As an amendment to the above answer (and a bit of a history lesson), "3-tier" and "n-tier" are the same where
n=3. Back in the dark ages, application code and data were all in the same assembly (and "computing machines" were the size of rooms). That quickly changed, and "data files" were invented, creating a two-layered (still single-tiered) architecture. Some other things happened, and eventually the RDBMS came along, which was housed on its own computer, and the age of "client-server" computing was born.
Once the concept of separating the concerns of "program logic" (which included presentation-, business-, and application-logic in today's parlance) from "database logic" (persistence) was digested, business and application logic was moved to a "middle-tier", and suddenly we had "three-tier computing". It spread in the early nineties, and coincided with the explosion of the Internet and the World Wide Web.

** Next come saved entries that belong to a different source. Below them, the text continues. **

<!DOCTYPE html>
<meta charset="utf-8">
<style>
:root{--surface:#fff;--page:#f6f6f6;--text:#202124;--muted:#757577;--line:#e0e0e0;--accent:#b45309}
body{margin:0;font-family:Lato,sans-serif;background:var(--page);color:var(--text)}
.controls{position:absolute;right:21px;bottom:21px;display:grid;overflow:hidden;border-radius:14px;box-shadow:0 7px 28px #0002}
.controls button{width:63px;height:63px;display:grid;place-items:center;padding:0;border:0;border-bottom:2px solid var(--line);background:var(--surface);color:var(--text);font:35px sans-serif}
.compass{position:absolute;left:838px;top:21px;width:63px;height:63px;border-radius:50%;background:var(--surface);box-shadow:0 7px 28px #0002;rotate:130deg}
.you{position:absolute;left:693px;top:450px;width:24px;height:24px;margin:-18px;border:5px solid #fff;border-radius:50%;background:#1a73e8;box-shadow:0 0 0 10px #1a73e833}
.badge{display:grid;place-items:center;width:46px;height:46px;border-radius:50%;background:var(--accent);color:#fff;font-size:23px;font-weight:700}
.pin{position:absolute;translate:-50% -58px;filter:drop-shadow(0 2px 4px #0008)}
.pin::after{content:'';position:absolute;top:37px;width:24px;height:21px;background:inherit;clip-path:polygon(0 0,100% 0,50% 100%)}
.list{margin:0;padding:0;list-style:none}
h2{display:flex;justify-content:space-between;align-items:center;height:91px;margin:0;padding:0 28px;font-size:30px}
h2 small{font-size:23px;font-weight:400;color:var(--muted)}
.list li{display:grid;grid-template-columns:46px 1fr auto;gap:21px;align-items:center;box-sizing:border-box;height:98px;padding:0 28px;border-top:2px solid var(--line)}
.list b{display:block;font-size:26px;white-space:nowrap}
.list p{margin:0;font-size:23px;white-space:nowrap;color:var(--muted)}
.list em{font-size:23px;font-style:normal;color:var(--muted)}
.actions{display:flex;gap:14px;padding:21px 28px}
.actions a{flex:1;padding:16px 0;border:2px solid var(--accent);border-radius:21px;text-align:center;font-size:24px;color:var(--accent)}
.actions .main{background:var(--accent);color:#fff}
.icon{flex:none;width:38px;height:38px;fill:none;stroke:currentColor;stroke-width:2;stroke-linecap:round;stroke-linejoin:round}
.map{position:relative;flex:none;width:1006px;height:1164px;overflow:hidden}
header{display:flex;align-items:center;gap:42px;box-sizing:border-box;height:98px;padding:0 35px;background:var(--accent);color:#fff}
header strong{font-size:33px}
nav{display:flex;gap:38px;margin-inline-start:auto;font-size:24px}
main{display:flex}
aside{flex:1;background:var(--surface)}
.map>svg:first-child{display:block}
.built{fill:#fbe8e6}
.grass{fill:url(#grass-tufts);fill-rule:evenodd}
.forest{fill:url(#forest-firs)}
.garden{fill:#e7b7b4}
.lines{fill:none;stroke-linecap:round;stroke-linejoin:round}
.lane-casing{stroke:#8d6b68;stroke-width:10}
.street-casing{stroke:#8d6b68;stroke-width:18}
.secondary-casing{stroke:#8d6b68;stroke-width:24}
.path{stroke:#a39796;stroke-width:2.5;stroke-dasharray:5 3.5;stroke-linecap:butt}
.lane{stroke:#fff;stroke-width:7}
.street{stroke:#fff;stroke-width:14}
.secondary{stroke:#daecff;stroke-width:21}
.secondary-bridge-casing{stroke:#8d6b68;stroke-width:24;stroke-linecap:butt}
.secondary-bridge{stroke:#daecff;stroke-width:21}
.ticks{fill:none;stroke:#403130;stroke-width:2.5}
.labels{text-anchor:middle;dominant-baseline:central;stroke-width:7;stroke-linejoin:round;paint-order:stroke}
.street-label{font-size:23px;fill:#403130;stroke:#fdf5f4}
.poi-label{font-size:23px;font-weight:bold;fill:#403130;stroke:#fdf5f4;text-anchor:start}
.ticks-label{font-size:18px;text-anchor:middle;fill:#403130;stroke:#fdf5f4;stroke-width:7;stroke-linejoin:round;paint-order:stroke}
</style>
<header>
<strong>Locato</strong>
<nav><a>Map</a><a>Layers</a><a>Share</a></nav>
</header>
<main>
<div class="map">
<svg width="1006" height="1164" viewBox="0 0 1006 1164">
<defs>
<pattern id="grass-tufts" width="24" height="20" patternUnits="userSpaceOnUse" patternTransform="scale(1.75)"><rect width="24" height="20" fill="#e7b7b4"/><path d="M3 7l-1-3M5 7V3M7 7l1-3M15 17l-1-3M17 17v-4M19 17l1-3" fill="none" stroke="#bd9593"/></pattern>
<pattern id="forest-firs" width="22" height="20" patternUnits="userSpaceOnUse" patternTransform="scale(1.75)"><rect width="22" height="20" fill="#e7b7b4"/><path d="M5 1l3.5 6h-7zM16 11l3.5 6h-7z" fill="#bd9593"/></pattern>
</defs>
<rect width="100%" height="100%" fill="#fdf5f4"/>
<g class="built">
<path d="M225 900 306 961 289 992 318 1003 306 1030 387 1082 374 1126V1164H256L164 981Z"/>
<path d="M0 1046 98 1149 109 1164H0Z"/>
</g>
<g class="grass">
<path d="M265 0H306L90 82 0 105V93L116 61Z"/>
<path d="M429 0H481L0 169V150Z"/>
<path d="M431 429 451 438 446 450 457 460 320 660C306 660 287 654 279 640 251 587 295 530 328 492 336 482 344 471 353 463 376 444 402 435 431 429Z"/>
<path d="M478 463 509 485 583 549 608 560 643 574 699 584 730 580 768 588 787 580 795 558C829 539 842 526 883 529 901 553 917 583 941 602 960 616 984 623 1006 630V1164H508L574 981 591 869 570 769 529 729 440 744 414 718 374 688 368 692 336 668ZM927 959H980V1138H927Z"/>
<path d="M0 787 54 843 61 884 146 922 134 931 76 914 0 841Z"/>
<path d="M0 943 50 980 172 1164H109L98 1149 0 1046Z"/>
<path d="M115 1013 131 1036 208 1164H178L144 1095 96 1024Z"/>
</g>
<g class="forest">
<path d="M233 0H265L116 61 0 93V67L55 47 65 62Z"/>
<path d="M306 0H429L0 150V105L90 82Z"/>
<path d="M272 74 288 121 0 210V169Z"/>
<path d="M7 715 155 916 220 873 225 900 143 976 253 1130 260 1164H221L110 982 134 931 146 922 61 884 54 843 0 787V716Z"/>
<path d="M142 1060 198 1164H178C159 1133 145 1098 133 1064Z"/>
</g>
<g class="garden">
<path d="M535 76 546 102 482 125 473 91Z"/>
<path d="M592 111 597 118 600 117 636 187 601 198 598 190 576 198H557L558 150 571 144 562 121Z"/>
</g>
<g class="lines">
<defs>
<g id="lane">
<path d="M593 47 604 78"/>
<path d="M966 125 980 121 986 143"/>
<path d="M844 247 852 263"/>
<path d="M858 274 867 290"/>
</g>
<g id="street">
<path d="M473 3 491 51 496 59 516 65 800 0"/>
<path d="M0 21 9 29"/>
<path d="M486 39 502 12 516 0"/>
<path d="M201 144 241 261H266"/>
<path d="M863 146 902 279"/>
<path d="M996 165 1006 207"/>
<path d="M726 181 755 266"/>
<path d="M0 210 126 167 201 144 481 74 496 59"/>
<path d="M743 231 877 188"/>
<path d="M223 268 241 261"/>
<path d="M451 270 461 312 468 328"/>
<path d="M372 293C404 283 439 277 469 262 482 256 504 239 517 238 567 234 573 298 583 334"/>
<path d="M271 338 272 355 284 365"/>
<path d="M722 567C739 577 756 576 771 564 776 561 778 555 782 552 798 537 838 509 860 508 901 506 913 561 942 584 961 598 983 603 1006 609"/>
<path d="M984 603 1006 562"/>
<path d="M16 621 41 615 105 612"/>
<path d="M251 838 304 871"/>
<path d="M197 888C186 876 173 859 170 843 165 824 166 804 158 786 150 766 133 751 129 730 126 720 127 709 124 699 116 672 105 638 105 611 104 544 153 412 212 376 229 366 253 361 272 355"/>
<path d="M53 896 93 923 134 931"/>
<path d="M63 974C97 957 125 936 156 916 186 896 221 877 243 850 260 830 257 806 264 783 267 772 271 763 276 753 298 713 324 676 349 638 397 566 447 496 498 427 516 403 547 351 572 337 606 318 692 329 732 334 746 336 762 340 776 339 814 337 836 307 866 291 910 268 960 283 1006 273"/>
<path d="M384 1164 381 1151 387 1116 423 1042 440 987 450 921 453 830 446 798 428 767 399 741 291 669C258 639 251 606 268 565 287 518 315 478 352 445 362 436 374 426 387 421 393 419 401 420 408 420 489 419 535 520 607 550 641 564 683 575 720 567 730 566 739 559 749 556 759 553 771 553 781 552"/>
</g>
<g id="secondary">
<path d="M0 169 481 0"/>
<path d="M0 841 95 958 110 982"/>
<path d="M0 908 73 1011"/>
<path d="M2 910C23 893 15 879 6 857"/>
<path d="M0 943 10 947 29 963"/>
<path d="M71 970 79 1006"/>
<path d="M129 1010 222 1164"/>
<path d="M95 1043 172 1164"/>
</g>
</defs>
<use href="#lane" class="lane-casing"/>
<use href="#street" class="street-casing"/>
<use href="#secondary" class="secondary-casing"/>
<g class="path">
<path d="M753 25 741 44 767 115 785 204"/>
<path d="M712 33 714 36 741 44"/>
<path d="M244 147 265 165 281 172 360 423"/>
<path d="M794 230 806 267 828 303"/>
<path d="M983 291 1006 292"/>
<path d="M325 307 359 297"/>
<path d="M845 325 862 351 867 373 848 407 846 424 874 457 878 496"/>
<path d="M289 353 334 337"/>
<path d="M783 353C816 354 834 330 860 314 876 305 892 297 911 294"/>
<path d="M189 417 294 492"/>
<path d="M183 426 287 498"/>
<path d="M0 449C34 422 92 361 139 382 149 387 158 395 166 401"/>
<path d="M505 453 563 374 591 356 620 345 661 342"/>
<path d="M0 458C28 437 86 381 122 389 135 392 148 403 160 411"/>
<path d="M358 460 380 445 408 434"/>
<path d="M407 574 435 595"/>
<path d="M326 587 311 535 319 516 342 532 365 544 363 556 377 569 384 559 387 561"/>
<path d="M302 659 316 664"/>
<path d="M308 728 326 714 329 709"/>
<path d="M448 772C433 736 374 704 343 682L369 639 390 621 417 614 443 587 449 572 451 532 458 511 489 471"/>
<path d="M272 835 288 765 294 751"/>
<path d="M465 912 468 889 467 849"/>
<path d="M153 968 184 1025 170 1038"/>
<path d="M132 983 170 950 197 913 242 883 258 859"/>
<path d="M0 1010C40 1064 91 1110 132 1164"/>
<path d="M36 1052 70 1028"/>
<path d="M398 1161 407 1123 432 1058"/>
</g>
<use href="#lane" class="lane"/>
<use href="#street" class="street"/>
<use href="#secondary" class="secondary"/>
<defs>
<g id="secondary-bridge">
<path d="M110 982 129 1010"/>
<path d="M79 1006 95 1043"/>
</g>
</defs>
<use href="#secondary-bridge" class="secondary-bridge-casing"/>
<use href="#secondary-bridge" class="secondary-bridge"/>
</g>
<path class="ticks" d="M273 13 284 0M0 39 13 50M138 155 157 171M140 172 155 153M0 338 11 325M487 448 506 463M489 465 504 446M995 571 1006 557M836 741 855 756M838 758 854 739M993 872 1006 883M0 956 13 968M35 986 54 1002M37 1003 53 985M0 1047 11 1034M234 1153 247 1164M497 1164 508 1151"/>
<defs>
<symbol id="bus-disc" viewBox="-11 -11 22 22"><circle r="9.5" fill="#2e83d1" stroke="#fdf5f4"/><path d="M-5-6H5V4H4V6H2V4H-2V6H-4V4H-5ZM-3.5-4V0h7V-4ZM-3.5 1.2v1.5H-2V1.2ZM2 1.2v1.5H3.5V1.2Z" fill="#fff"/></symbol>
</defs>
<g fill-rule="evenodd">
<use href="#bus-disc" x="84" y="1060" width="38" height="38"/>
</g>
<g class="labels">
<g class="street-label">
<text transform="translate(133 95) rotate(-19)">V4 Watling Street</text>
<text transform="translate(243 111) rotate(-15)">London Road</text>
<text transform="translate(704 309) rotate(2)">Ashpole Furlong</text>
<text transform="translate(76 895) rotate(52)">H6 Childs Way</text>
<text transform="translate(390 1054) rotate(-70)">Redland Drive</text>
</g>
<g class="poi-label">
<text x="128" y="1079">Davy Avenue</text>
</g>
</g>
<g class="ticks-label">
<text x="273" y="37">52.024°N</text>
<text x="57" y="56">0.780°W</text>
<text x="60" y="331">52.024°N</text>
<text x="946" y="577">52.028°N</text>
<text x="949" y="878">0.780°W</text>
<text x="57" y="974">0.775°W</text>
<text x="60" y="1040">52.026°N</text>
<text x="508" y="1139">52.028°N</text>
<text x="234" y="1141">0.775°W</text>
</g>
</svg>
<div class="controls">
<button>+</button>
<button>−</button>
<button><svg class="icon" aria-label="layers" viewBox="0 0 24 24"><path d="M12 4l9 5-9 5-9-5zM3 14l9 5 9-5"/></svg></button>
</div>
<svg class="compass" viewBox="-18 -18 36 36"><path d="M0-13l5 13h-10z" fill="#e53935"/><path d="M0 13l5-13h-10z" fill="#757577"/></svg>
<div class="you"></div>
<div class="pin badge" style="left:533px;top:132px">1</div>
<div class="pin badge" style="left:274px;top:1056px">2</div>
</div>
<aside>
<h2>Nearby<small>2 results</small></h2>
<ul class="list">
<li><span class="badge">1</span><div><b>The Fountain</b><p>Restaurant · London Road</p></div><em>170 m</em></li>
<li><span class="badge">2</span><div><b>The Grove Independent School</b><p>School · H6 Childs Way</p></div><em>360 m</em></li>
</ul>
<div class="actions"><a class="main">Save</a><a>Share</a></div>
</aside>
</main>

From three-tier, it was a short logical leap to spreading things across many layers, and separating those layers across many execution environments, sometimes for security, other times for maintenance, often for performance. Tiring of the idea of having to describe things in quickly-increasing numerics, the phrase "n-tier" was born, and really describes any application architecture that spreads itself across multiple execution environments.
Note that today, with virtual machines, multi-core processors, and parallel computing, it's hard to say what code is running on what discreet processor, or how its separated from another "layer" on another "tier", but we like to put things in containers, whether or not the container has any real boundaries.